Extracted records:
○ ○ ○

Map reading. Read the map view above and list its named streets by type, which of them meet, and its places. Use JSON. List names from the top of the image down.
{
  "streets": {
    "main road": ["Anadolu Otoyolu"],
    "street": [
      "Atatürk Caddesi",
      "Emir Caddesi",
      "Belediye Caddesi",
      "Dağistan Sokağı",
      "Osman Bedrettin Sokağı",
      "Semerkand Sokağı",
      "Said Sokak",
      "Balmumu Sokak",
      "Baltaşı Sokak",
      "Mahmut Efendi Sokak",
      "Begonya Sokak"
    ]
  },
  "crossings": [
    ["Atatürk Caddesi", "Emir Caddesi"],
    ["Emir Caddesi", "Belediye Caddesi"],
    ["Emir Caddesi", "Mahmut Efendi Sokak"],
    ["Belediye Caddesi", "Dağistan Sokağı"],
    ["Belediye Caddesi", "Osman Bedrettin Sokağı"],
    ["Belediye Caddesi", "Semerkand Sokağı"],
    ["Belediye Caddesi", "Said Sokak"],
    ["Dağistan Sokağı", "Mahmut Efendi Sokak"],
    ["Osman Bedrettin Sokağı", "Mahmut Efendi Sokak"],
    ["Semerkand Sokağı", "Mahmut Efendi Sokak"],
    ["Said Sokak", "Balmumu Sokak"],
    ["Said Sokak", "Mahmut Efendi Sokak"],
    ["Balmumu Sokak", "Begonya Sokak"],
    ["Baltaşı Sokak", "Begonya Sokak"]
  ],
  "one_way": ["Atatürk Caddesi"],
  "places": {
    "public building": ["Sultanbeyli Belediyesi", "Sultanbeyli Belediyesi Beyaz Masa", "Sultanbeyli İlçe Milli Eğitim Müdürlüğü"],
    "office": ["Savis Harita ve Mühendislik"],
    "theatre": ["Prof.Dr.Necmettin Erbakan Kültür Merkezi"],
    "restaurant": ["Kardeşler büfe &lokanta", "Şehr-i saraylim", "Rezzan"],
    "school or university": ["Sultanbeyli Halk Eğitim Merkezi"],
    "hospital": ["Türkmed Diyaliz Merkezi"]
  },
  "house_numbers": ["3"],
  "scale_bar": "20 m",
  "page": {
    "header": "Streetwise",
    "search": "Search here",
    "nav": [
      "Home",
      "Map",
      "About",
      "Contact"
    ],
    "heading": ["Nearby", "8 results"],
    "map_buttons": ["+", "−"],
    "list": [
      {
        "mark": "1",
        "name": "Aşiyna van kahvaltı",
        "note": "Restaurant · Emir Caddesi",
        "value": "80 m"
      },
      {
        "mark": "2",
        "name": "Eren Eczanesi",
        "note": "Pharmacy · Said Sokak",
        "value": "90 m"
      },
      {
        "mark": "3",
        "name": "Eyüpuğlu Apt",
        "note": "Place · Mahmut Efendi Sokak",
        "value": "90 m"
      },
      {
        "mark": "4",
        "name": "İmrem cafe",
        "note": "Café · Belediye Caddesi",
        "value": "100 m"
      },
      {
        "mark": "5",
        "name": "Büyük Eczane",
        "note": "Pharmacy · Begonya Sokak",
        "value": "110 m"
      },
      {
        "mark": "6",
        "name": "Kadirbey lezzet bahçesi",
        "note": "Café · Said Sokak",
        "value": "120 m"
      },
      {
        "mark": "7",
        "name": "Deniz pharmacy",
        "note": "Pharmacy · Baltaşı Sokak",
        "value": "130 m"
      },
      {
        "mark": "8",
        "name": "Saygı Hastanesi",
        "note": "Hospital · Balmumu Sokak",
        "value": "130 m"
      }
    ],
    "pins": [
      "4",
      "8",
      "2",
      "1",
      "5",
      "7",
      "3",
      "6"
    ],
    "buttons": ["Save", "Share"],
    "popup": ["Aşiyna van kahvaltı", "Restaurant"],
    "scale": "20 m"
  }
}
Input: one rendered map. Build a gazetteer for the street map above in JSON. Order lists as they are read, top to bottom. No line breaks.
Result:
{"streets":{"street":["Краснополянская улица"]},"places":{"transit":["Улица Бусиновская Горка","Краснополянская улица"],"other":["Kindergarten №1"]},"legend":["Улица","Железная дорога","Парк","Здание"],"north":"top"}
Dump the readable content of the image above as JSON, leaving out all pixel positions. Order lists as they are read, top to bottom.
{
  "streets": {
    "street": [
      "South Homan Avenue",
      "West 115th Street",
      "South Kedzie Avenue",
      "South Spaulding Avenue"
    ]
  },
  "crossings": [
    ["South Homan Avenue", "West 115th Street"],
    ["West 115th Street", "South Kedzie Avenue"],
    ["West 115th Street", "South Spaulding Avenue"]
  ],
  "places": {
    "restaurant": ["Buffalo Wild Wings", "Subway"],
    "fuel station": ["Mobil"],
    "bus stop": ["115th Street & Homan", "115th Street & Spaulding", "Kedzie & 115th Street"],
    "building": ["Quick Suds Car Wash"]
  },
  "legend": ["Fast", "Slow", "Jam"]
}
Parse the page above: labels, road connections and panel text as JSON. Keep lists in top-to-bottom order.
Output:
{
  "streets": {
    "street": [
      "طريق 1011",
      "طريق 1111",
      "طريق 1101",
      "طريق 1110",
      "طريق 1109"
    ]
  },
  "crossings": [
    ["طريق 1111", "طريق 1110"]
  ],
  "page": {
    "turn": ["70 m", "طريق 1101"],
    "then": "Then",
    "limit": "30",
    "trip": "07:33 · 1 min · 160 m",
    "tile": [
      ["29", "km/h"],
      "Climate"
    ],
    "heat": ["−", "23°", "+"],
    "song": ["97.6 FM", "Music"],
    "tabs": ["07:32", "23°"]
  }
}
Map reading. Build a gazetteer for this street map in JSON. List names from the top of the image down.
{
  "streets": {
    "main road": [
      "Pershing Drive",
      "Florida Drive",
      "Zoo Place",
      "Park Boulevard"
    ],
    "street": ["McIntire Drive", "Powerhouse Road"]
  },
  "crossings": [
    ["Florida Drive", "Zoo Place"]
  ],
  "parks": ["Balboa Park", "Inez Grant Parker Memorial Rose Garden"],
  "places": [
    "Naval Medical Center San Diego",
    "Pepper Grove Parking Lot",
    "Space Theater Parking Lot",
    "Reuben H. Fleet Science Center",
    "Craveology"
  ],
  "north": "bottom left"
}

○ ○ ○

▸ EXERCISE INSTRUCTIONS
Your task is to restate every record word for word.

▸ TASK RESULT
Map reading. Read the map view above and list its named streets by type, which of them meet, and its places. Use JSON. List names from the top of the image down.
{
  "streets": {
    "main road": ["Anadolu Otoyolu"],
    "street": [
      "Atatürk Caddesi",
      "Emir Caddesi",
      "Belediye Caddesi",
      "Dağistan Sokağı",
      "Osman Bedrettin Sokağı",
      "Semerkand Sokağı",
      "Said Sokak",
      "Balmumu Sokak",
      "Baltaşı Sokak",
      "Mahmut Efendi Sokak",
      "Begonya Sokak"
    ]
  },
  "crossings": [
    ["Atatürk Caddesi", "Emir Caddesi"],
    ["Emir Caddesi", "Belediye Caddesi"],
    ["Emir Caddesi", "Mahmut Efendi Sokak"],
    ["Belediye Caddesi", "Dağistan Sokağı"],
    ["Belediye Caddesi", "Osman Bedrettin Sokağı"],
    ["Belediye Caddesi", "Semerkand Sokağı"],
    ["Belediye Caddesi", "Said Sokak"],
    ["Dağistan Sokağı", "Mahmut Efendi Sokak"],
    ["Osman Bedrettin Sokağı", "Mahmut Efendi Sokak"],
    ["Semerkand Sokağı", "Mahmut Efendi Sokak"],
    ["Said Sokak", "Balmumu Sokak"],
    ["Said Sokak", "Mahmut Efendi Sokak"],
    ["Balmumu Sokak", "Begonya Sokak"],
    ["Baltaşı Sokak", "Begonya Sokak"]
  ],
  "one_way": ["Atatürk Caddesi"],
  "places": {
    "public building": ["Sultanbeyli Belediyesi", "Sultanbeyli Belediyesi Beyaz Masa", "Sultanbeyli İlçe Milli Eğitim Müdürlüğü"],
    "office": ["Savis Harita ve Mühendislik"],
    "theatre": ["Prof.Dr.Necmettin Erbakan Kültür Merkezi"],
    "restaurant": ["Kardeşler büfe &lokanta", "Şehr-i saraylim", "Rezzan"],
    "school or university": ["Sultanbeyli Halk Eğitim Merkezi"],
    "hospital": ["Türkmed Diyaliz Merkezi"]
  },
  "house_numbers": ["3"],
  "scale_bar": "20 m",
  "page": {
    "header": "Streetwise",
    "search": "Search here",
    "nav": [
      "Home",
      "Map",
      "About",
      "Contact"
    ],
    "heading": ["Nearby", "8 results"],
    "map_buttons": ["+", "−"],
    "list": [
      {
        "mark": "1",
        "name": "Aşiyna van kahvaltı",
        "note": "Restaurant · Emir Caddesi",
        "value": "80 m"
      },
      {
        "mark": "2",
        "name": "Eren Eczanesi",
        "note": "Pharmacy · Said Sokak",
        "value": "90 m"
      },
      {
        "mark": "3",
        "name": "Eyüpuğlu Apt",
        "note": "Place · Mahmut Efendi Sokak",
        "value": "90 m"
      },
      {
        "mark": "4",
        "name": "İmrem cafe",
        "note": "Café · Belediye Caddesi",
        "value": "100 m"
      },
      {
        "mark": "5",
        "name": "Büyük Eczane",
        "note": "Pharmacy · Begonya Sokak",
        "value": "110 m"
      },
      {
        "mark": "6",
        "name": "Kadirbey lezzet bahçesi",
        "note": "Café · Said Sokak",
        "value": "120 m"
      },
      {
        "mark": "7",
        "name": "Deniz pharmacy",
        "note": "Pharmacy · Baltaşı Sokak",
        "value": "130 m"
      },
      {
        "mark": "8",
        "name": "Saygı Hastanesi",
        "note": "Hospital · Balmumu Sokak",
        "value": "130 m"
      }
    ],
    "pins": [
      "4",
      "8",
      "2",
      "1",
      "5",
      "7",
      "3",
      "6"
    ],
    "buttons": ["Save", "Share"],
    "popup": ["Aşiyna van kahvaltı", "Restaurant"],
    "scale": "20 m"
  }
}
Input: one rendered map. Build a gazetteer for the street map above in JSON. Order lists as they are read, top to bottom. No line breaks.
Result:
{"streets":{"street":["Краснополянская улица"]},"places":{"transit":["Улица Бусиновская Горка","Краснополянская улица"],"other":["Kindergarten №1"]},"legend":["Улица","Железная дорога","Парк","Здание"],"north":"top"}
Dump the readable content of the image above as JSON, leaving out all pixel positions. Order lists as they are read, top to bottom.
{
  "streets": {
    "street": [
      "South Homan Avenue",
      "West 115th Street",
      "South Kedzie Avenue",
      "South Spaulding Avenue"
    ]
  },
  "crossings": [
    ["South Homan Avenue", "West 115th Street"],
    ["West 115th Street", "South Kedzie Avenue"],
    ["West 115th Street", "South Spaulding Avenue"]
  ],
  "places": {
    "restaurant": ["Buffalo Wild Wings", "Subway"],
    "fuel station": ["Mobil"],
    "bus stop": ["115th Street & Homan", "115th Street & Spaulding", "Kedzie & 115th Street"],
    "building": ["Quick Suds Car Wash"]
  },
  "legend": ["Fast", "Slow", "Jam"]
}
Parse the page above: labels, road connections and panel text as JSON. Keep lists in top-to-bottom order.
Output:
{
  "streets": {
    "street": [
      "طريق 1011",
      "طريق 1111",
      "طريق 1101",
      "طريق 1110",
      "طريق 1109"
    ]
  },
  "crossings": [
    ["طريق 1111", "طريق 1110"]
  ],
  "page": {
    "turn": ["70 m", "طريق 1101"],
    "then": "Then",
    "limit": "30",
    "trip": "07:33 · 1 min · 160 m",
    "tile": [
      ["29", "km/h"],
      "Climate"
    ],
    "heat": ["−", "23°", "+"],
    "song": ["97.6 FM", "Music"],
    "tabs": ["07:32", "23°"]
  }
}
Map reading. Build a gazetteer for this street map in JSON. List names from the top of the image down.
{
  "streets": {
    "main road": [
      "Pershing Drive",
      "Florida Drive",
      "Zoo Place",
      "Park Boulevard"
    ],
    "street": ["McIntire Drive", "Powerhouse Road"]
  },
  "crossings": [
    ["Florida Drive", "Zoo Place"]
  ],
  "parks": ["Balboa Park", "Inez Grant Parker Memorial Rose Garden"],
  "places": [
    "Naval Medical Center San Diego",
    "Pepper Grove Parking Lot",
    "Space Theater Parking Lot",
    "Reuben H. Fleet Science Center",
    "Craveology"
  ],
  "north": "bottom left"
}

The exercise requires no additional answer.